> **DESCRIPTION OF THE TASK**
Every entry should be transcribed word for word, so that nothing is missing.

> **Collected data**
#####
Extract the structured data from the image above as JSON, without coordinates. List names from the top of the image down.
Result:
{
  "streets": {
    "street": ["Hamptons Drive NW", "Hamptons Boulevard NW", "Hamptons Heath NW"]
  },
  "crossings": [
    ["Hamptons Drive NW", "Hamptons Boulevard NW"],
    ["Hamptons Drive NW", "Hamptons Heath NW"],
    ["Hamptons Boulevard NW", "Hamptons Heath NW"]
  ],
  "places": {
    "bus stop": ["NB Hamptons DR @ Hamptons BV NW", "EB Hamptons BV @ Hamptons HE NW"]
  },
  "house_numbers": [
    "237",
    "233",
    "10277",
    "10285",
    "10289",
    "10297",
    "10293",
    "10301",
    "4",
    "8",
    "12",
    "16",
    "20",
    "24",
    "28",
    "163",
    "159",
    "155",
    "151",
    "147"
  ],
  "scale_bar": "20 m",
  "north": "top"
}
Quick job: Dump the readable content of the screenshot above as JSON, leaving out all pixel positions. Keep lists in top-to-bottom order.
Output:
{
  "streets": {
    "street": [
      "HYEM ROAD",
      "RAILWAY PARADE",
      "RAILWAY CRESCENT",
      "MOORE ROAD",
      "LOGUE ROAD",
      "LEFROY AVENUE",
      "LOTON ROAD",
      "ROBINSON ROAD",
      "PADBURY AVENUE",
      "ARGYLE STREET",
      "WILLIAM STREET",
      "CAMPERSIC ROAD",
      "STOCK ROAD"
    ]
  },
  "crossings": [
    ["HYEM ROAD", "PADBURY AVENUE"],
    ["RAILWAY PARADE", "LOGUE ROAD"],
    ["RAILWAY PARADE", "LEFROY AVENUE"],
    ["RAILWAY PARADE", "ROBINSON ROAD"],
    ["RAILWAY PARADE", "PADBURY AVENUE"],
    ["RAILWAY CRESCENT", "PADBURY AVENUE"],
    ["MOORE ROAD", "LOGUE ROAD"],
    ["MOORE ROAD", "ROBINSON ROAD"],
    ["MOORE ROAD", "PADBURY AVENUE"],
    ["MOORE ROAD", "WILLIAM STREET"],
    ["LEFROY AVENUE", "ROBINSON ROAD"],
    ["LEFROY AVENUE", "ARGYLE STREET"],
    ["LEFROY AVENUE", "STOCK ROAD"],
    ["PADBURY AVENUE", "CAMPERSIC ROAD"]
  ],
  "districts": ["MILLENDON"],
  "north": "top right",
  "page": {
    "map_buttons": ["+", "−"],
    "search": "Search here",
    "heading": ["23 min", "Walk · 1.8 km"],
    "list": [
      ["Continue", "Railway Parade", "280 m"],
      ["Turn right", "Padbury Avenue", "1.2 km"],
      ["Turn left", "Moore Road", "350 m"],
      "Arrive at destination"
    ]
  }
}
#####
> **ANSWER AREA**
Extract the structured data from the image above as JSON, without coordinates. List names from the top of the image down.
Result:
{
  "streets": {
    "street": ["Hamptons Drive NW", "Hamptons Boulevard NW", "Hamptons Heath NW"]
  },
  "crossings": [
    ["Hamptons Drive NW", "Hamptons Boulevard NW"],
    ["Hamptons Drive NW", "Hamptons Heath NW"],
    ["Hamptons Boulevard NW", "Hamptons Heath NW"]
  ],
  "places": {
    "bus stop": ["NB Hamptons DR @ Hamptons BV NW", "EB Hamptons BV @ Hamptons HE NW"]
  },
  "house_numbers": [
    "237",
    "233",
    "10277",
    "10285",
    "10289",
    "10297",
    "10293",
    "10301",
    "4",
    "8",
    "12",
    "16",
    "20",
    "24",
    "28",
    "163",
    "159",
    "155",
    "151",
    "147"
  ],
  "scale_bar": "20 m",
  "north": "top"
}
Quick job: Dump the readable content of the screenshot above as JSON, leaving out all pixel positions. Keep lists in top-to-bottom order.
Output:
{
  "streets": {
    "street": [
      "HYEM ROAD",
      "RAILWAY PARADE",
      "RAILWAY CRESCENT",
      "MOORE ROAD",
      "LOGUE ROAD",
      "LEFROY AVENUE",
      "LOTON ROAD",
      "ROBINSON ROAD",
      "PADBURY AVENUE",
      "ARGYLE STREET",
      "WILLIAM STREET",
      "CAMPERSIC ROAD",
      "STOCK ROAD"
    ]
  },
  "crossings": [
    ["HYEM ROAD", "PADBURY AVENUE"],
    ["RAILWAY PARADE", "LOGUE ROAD"],
    ["RAILWAY PARADE", "LEFROY AVENUE"],
    ["RAILWAY PARADE", "ROBINSON ROAD"],
    ["RAILWAY PARADE", "PADBURY AVENUE"],
    ["RAILWAY CRESCENT", "PADBURY AVENUE"],
    ["MOORE ROAD", "LOGUE ROAD"],
    ["MOORE ROAD", "ROBINSON ROAD"],
    ["MOORE ROAD", "PADBURY AVENUE"],
    ["MOORE ROAD", "WILLIAM STREET"],
    ["LEFROY AVENUE", "ROBINSON ROAD"],
    ["LEFROY AVENUE", "ARGYLE STREET"],
    ["LEFROY AVENUE", "STOCK ROAD"],
    ["PADBURY AVENUE", "CAMPERSIC ROAD"]
  ],
  "districts": ["MILLENDON"],
  "north": "top right",
  "page": {
    "map_buttons": ["+", "−"],
    "search": "Search here",
    "heading": ["23 min", "Walk · 1.8 km"],
    "list": [
      ["Continue", "Railway Parade", "280 m"],
      ["Turn right", "Padbury Avenue", "1.2 km"],
      ["Turn left", "Moore Road", "350 m"],
      "Arrive at destination"
    ]
  }
}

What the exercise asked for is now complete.